樓下傳來老王拿大喇叭的喊聲,
“家人們,今天咱們搞個創新,油煙環保排氣法!”
他買通物業,趁我下樓倒垃圾,撬開二樓天井的百葉窗,
把工業排煙管對準我家的主排風口,
用抽風機朝我家倒灌燒烤油煙。
我撥通老王的電話,
“喲,富太太怎麼有空給我這下等人打電話?”
我忍著咳嗽:“把排煙管從通風口撤出去!”
“否則我立刻聯係環保局和城管!”
老王大笑:“你去聯係啊!”
“我這叫空調外機清洗維護,誰規定不能往牆洞裏排氣的?”
“環保局晚上十點早就下班了。”
“你猜他們明天來查的時候,我這管子還在不在?”
我扣著窗台邊緣,指甲縫裏沾著灰塵,
“你到底想幹什麼?”
“大姐,這煙熏火燎的滋味好受嗎?”
“你那五十斤大糞的恩情,我可要加倍奉還。”
“現在你就是跪下來求我,我也得讓你把這氣吸飽!”
“這群王八蛋還有沒有王法了!”
丈夫老陳剛從外地出差回來,推開門就被濃烈的油煙熏得倒退兩步,
看到我戴著口罩坐在沙發上幹嘔,氣得渾身發抖。
老陳扔下行李箱,轉身就往樓下衝,
我沒拉住他,趕緊扶著牆跟出去,
樓下燒烤攤正值客流高峰,烏煙瘴氣。
老陳撥開人群,指著老王的鼻子質問,
“你憑什麼把排煙管接到我家通風口?”
“誰給你們物業的權力斷我家的水電?”
老王早有準備,極誇張地往後縮,
“大哥,我錯了。”
“我就是個賣烤串的,您是大領導,求您別砸我的攤子。”
老陳強忍怒火,掏出手機開啟錄像:
“你少給我裝蒜,我根本沒碰你!”
可他話音未落,老王的幾個兄弟已經一擁而上,
借著拉架的由頭,不僅砸飛了老陳的手機,
還故意把黑漆漆的炭灰抹在他潔白的襯衫上。
老王躺在地上瘋狂抽搐,嘴裏吐著不知哪來的紅血絲慘叫:
“領導殺人啦!救命啊!”
幾十個黑洞洞的手機鏡頭瞬間像槍口一樣懟到老陳臉上,
直播間裏刺耳的謾罵聲,直接通過擴音喇叭在外放:
“太囂張了!打死這個資本家的走狗!”
“我們都拍下來了!這就是證據!”
“必須曝光他!讓他身敗名裂!”
第二天一早,熱搜第一條徹底爆了,
標題是:【當領導的丈夫仗勢欺人,毆打底層殘疾商販】。
老陳的單位電話被打爆,網絡輿論瞬間發酵。
上午十點,老陳上級緊急找他談話,
老陳被緊急停職查辦,連手機都被沒收。
更絕望的是,老王竟然花錢買到了我媽的住址。
他帶著一群舉著自拍杆的極端粉絲,
打著替天行道的旗號,直接堵在了我媽小區樓下,
“大家看,這就是那個惡毒孕婦的娘家!有其母必有其女!”
我媽本就心臟不好,被這群人圍堵著指著鼻子辱罵,
急得一口氣沒上來,當場心臟病複發倒在地上。
要不是好心鄰居拚死叫來救護車,她連醫院都到不了。
我坐在家裏停電的沙發上,渾身發冷,
手機屏幕亮起,收到老王發來的一條語音,
“大姐,看到了吧,這就叫民意。
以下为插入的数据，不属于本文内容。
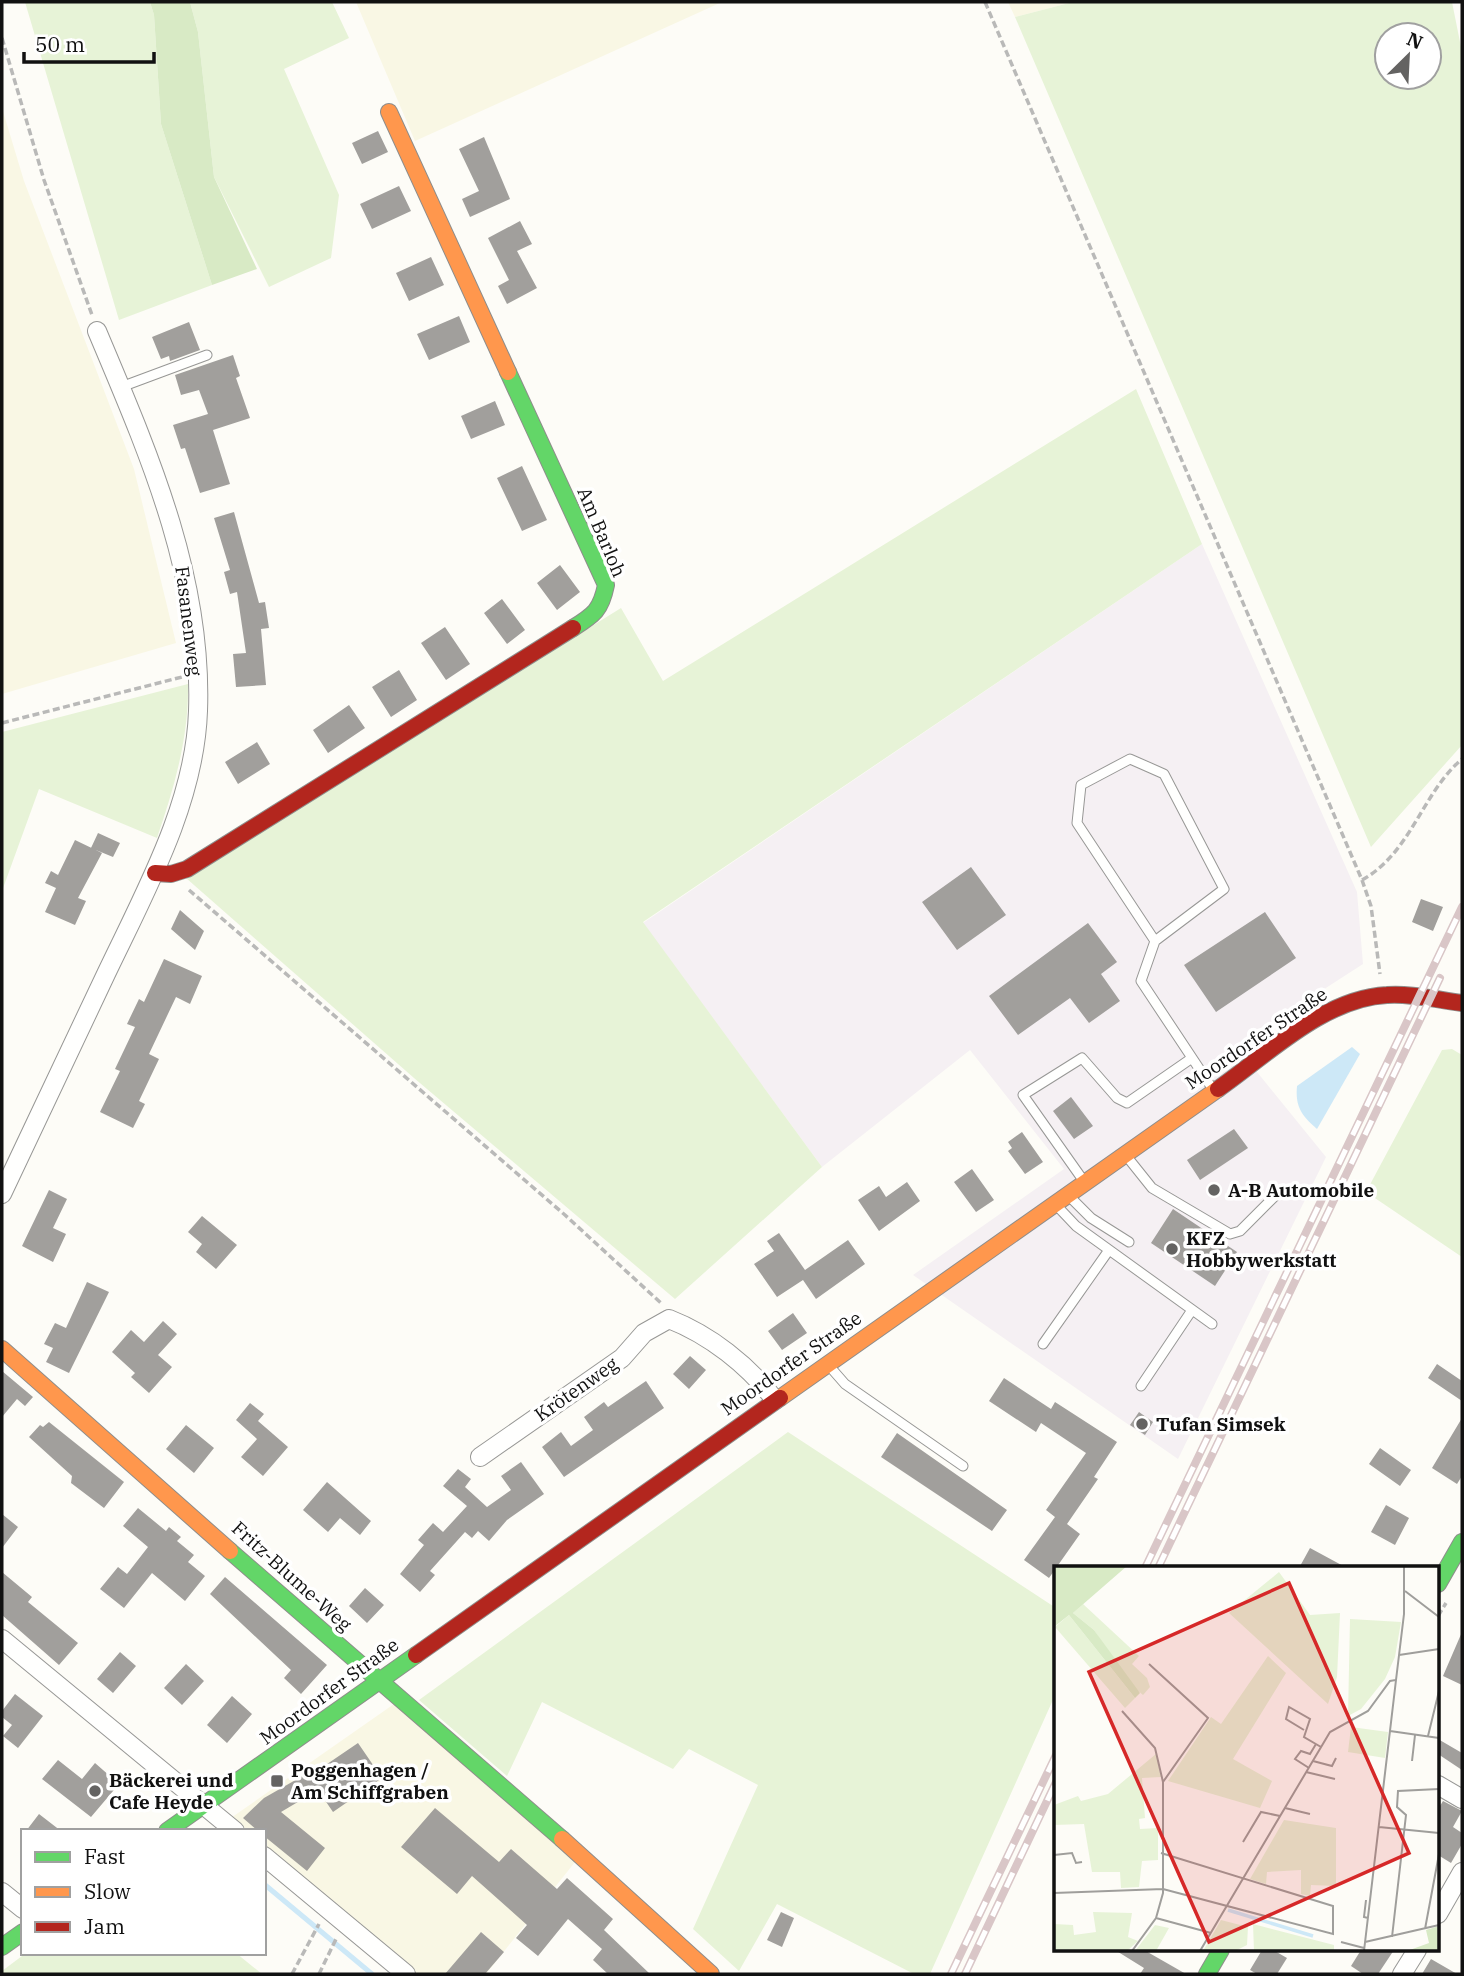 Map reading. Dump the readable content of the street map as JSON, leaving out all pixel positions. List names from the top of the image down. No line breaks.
{"streets":{"street":["Am Barloh","Fasanenweg","Moordorfer Straße","Krötenweg","Fritz-Blume-Weg"]},"crossings":[["Am Barloh","Fasanenweg"],["Moordorfer Straße","Fritz-Blume-Weg"]],"places":{"other":["A-B Automobile","KFZ Hobbywerkstatt","Tufan Simsek","Bäckerei und Cafe Heyde"],"transit":["Poggenhagen / Am Schiffgraben"]},"legend":["Fast","Slow","Jam"],"scale_bar":"50 m","north":"top right"} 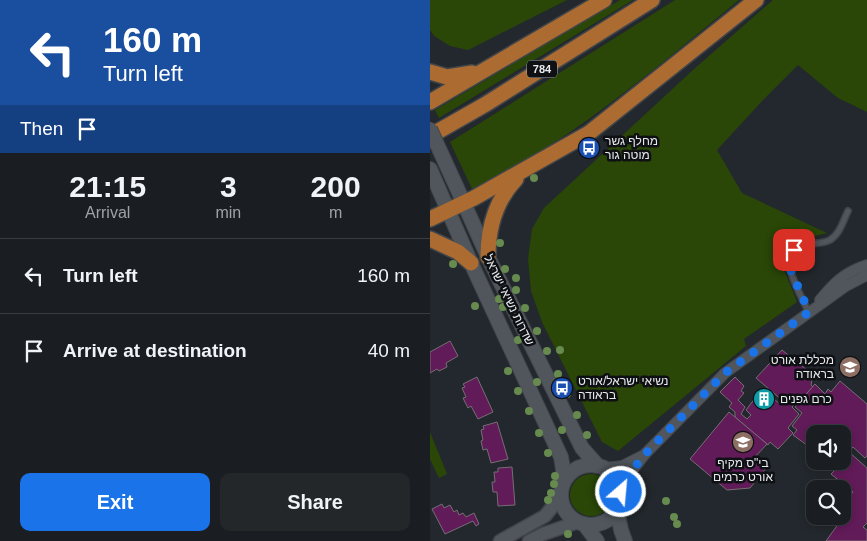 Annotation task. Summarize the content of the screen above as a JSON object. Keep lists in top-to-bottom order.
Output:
{
  "streets": {
    "main road": ["784", "שדרות נשיאי ישראל"]
  },
  "places": {
    "bus stop": ["מחלף גשר מוטה גור", "נשיאי ישראל/אורט בראודה"],
    "school or university": ["מכללת אורט בראודה", "בי\"ס מקיף אורט כרמים"],
    "building": ["כרם גפנים"]
  },
  "page": {
    "turn": ["160 m", "Turn left"],
    "then": "Then",
    "eta": [
      "21:15",
      "Arrival",
      "3",
      "min",
      "200",
      "m"
    ],
    "list": [
      {
        "name": "Turn left",
        "value": "160 m"
      },
      {
        "name": "Arrive at destination",
        "value": "40 m"
      }
    ],
    "buttons": ["Exit", "Share"]
  }
} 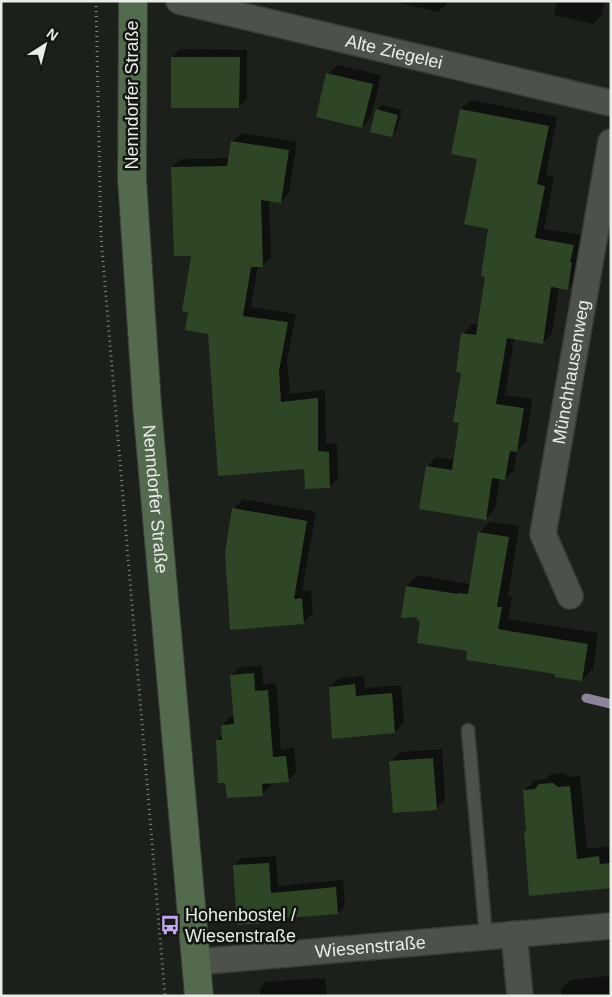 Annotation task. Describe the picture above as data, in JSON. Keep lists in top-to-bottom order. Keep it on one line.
{"streets":{"main road":["Nenndorfer Straße"],"street":["Alte Ziegelei","Münchhausenweg","Wiesenstraße"]},"crossings":[["Nenndorfer Straße","Wiesenstraße"]],"places":{"bus stop":["Hohenbostel / Wiesenstraße"]},"north":"top right"} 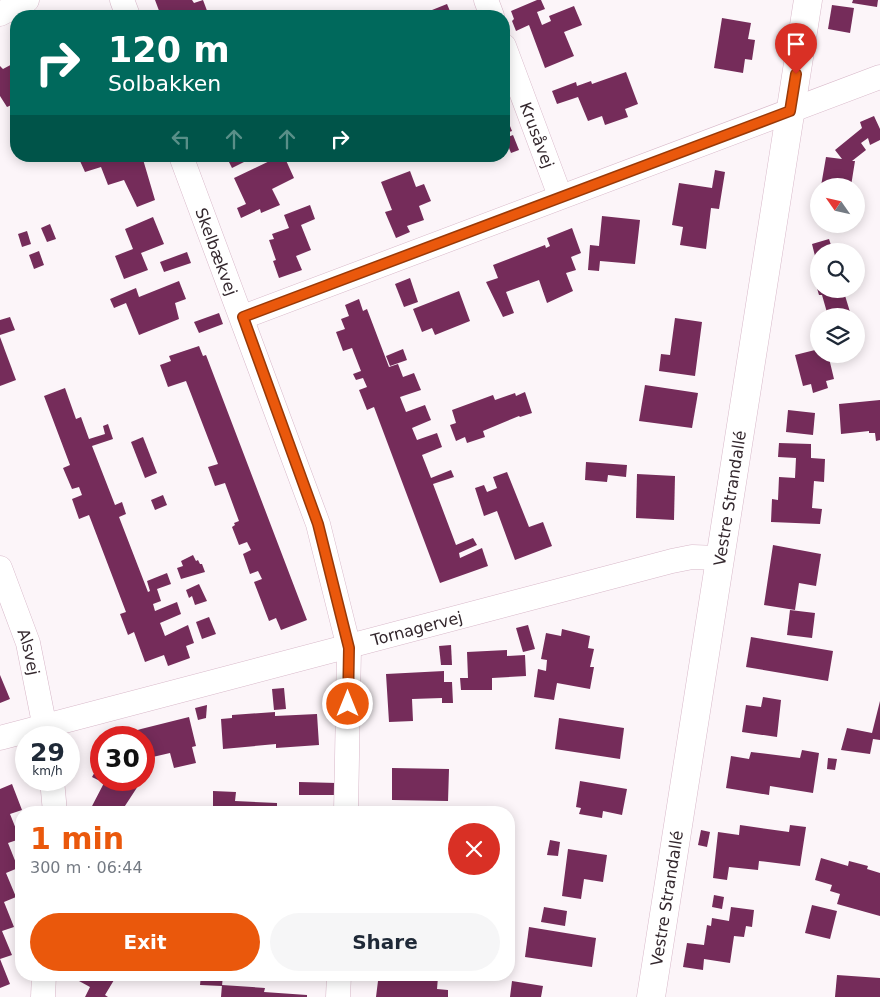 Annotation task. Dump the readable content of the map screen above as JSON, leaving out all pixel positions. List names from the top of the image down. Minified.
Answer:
{"streets":{"street":["Krusåvej","Skelbækvej","Vestre Strandallé","Tornagervej","Alsvej"]},"crossings":[["Skelbækvej","Tornagervej"],["Vestre Strandallé","Tornagervej"]],"north":"top left","page":{"turn":["120 m","Solbakken"],"speed":"29 km/h","limit":"30","heading":["1 min","300 m · 06:44"],"buttons":["Exit","Share"]}} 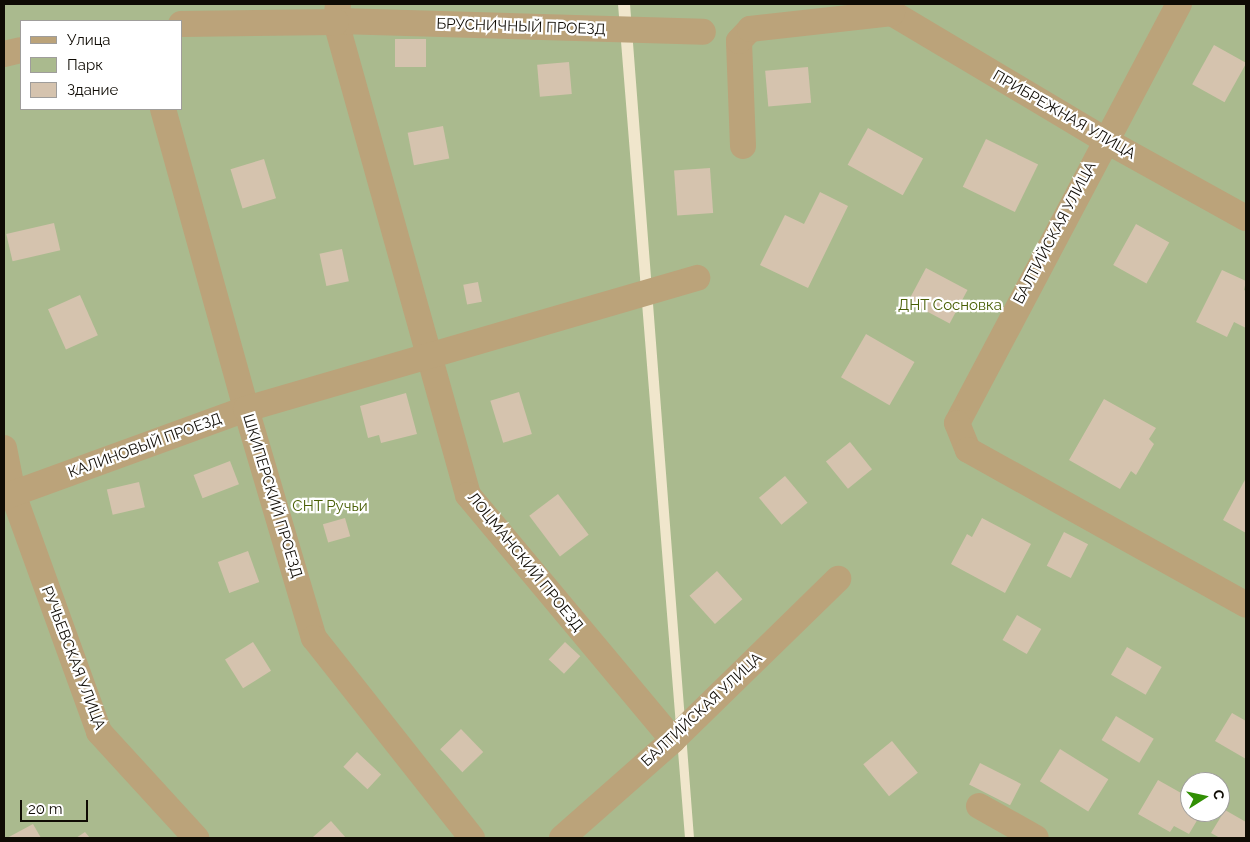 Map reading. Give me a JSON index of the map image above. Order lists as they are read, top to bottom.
{
  "streets": {
    "street": [
      "БРУСНИЧНЫЙ ПРОЕЗД",
      "ПРИБРЕЖНАЯ УЛИЦА",
      "БАЛТИЙСКАЯ УЛИЦА",
      "КАЛИНОВЫЙ ПРОЕЗД",
      "ШКИПЕРСКИЙ ПРОЕЗД",
      "ЛОЦМАНСКИЙ ПРОЕЗД",
      "РУЧЬЕВСКАЯ УЛИЦА"
    ]
  },
  "crossings": [
    ["БРУСНИЧНЫЙ ПРОЕЗД", "ЛОЦМАНСКИЙ ПРОЕЗД"],
    ["ПРИБРЕЖНАЯ УЛИЦА", "БАЛТИЙСКАЯ УЛИЦА"],
    ["БАЛТИЙСКАЯ УЛИЦА", "ЛОЦМАНСКИЙ ПРОЕЗД"],
    ["КАЛИНОВЫЙ ПРОЕЗД", "ШКИПЕРСКИЙ ПРОЕЗД"],
    ["КАЛИНОВЫЙ ПРОЕЗД", "ЛОЦМАНСКИЙ ПРОЕЗД"],
    ["КАЛИНОВЫЙ ПРОЕЗД", "РУЧЬЕВСКАЯ УЛИЦА"]
  ],
  "parks": ["ДНТ Сосновка", "СНТ Ручьи"],
  "legend": ["Улица", "Парк", "Здание"],
  "scale_bar": "20 m",
  "north": "right"
}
”
“你那一桶糞,不但沒熏死我,反而幫我賺了三百萬打賞。”
我點開第二條語音,手指止不住地顫抖,
“現在你老公工作沒了,你媽媽進醫院了。”
“你那套房子成了全網皆知的惡毒寡婦房,賣都賣不掉。”
“十二萬,外加房子過戶給我當豪華包間。”
“我給你老公發個諒解書,去網上澄清一下。”
“不然,明天我就帶著兄弟,去你老公單位門口靜坐。”
“讓他這輩子都翻不了身。”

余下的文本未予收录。